Düzce Belediye Başkanı Faruk Özlü, İstanbul'a içme suyu sağlayan Melen Deresi'nin Düzce'nin çeşitli bölgelerinden gelen kanalizasyon atıklarıyla kirletildiğini açıkladı. Özlü, İSKİ'nin bölgeye yapmayı planladığı kanalizasyon yatırımlarını tamamlamadığını ve bu durumun İstanbul'daki 18 milyon insanı doğrudan etkilediğini belirtti. Konuralp bölgesinde yaptığı incelemede, kanalizasyon hatlarından gelen atıkların doğrudan dereye boşaldığını gözlemledi. Bu durumun sadece Konuralp ile sınırlı olmadığını, Kaynaşlı, Cumayeri, Gümüşova ve Yığılca gibi ilçelerin de kanalizasyonlarının Melen Deresi'ne karıştığını vurguladı. Başkan Özlü, durumun acil çözüm gerektirdiğini ve İSKİ'nin sorumluluklarını yerine getirmesi gerektiğini ifade etti. Çevre felaketine dönüşme potansiyeli taşıyan bu durumun, yetkililerin ciddiyetle ele alması gerekiyor.
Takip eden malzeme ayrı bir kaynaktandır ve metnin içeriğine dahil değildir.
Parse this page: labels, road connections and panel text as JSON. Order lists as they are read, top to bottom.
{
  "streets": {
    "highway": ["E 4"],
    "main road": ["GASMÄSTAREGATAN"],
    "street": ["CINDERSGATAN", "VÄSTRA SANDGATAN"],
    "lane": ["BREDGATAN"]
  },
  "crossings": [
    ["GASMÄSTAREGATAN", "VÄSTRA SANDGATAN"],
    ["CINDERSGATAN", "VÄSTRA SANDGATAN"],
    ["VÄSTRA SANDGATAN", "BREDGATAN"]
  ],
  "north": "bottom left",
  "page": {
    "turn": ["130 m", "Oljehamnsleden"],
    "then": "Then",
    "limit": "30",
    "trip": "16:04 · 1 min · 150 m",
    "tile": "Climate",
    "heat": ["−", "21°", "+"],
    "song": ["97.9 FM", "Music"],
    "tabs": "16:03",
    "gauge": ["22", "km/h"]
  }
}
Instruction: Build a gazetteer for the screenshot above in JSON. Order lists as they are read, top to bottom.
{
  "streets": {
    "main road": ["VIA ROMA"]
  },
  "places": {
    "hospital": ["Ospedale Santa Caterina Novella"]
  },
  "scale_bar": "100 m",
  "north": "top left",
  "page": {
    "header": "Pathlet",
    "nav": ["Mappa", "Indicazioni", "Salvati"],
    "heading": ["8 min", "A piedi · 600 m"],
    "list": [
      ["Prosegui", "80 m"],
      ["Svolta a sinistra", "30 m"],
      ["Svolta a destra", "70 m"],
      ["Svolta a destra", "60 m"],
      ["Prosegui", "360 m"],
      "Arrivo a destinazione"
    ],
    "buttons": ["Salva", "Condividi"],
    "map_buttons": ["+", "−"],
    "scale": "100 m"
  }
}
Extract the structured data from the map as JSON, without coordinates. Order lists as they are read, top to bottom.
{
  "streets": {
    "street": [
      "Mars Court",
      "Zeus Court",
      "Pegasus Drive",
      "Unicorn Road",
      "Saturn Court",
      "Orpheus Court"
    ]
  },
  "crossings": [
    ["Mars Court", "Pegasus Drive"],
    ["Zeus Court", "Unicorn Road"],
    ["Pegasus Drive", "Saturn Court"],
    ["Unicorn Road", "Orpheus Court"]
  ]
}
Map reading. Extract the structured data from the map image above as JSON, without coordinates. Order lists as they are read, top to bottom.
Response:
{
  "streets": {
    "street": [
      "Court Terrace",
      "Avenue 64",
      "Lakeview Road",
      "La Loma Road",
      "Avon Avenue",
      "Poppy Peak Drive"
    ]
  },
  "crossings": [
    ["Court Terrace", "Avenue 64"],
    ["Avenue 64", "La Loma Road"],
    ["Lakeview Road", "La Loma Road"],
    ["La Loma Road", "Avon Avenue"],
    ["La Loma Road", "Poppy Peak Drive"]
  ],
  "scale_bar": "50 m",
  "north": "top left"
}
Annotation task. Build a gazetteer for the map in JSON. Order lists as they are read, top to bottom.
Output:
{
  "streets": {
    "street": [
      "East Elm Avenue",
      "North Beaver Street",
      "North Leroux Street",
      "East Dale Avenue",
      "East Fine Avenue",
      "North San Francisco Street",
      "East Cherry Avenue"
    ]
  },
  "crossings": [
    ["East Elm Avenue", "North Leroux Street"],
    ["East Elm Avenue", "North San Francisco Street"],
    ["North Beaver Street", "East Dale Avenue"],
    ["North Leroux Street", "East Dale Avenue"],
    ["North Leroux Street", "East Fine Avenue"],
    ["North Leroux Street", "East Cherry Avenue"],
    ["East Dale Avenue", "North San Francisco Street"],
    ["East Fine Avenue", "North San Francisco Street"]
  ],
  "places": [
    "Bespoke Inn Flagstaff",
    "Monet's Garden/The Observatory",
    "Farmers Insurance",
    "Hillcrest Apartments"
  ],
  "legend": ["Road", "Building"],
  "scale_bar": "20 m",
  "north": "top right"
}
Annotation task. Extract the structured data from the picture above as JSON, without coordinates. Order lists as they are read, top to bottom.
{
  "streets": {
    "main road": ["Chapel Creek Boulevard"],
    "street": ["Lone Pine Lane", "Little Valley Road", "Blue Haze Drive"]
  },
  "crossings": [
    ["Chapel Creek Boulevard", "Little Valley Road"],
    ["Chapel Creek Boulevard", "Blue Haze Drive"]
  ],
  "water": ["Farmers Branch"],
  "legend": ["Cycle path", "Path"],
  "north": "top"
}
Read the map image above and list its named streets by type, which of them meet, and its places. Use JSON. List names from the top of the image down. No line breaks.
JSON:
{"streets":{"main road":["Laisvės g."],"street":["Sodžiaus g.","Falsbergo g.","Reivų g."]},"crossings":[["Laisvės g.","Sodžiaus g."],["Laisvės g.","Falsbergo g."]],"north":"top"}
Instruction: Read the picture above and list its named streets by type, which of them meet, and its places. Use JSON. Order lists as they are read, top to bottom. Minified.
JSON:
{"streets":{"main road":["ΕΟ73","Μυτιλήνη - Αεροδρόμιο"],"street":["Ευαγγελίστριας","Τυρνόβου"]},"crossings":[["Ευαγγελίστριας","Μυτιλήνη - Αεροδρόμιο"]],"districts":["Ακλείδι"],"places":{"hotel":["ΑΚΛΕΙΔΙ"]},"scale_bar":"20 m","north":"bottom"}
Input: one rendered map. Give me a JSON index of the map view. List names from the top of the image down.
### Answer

İSKİ'nin Yatırımları Yetersiz Mi?

İSKİ'nin, Melen Deresi'nin korunması için gerekli yatırımları zamanında ve eksiksiz olarak yapmadığı iddia ediliyor. Faruk Özlü'nün açıklamalarına göre, Düzce'nin çeşitli bölgelerinden gelen kanalizasyon atıkları, İSKİ'nin yetersiz altyapısı nedeniyle dereye karışıyor. Bu durum, İstanbul'un içme suyu kaynaklarının güvenliğini tehlikeye atıyor. Yetkililerin, sorunun çözümü için acil önlemler alması ve İSKİ'nin yatırım planlarını gözden geçirmesi gerekiyor. Çevre koruma ve halk sağlığı açısından büyük önem taşıyan bu konuda kamuoyunun da duyarlı olması önemlidir. Melen Deresi'nin korunması, gelecek nesiller için de büyük bir önem taşımaktadır.

18 Milyon Kişiyi Etkileyen Sorun

Melen Deresi'nin kirletilmesi, sadece Düzce'yi değil, İstanbul'daki 18 milyon insanı da doğrudan etkiliyor. İstanbul'un içme suyu kaynağı olan derenin kirlenmesi, halk sağlığı açısından büyük bir risk oluşturuyor. Faruk Özlü'nün yaptığı açıklamalar, sorunun boyutunu ve acil müdahale ihtiyacını gözler önüne seriyor. Yetkililerin, sorunun çözümü için gerekli adımları hızla atması gerekiyor. Çevre ve halk sağlığı konularında daha dikkatli ve proaktif olunması, bu tarz sorunların önüne geçilmesi için önemlidir. Bu ciddi durum, gerekli önlemlerin bir an önce alınmasını gerektiriyor.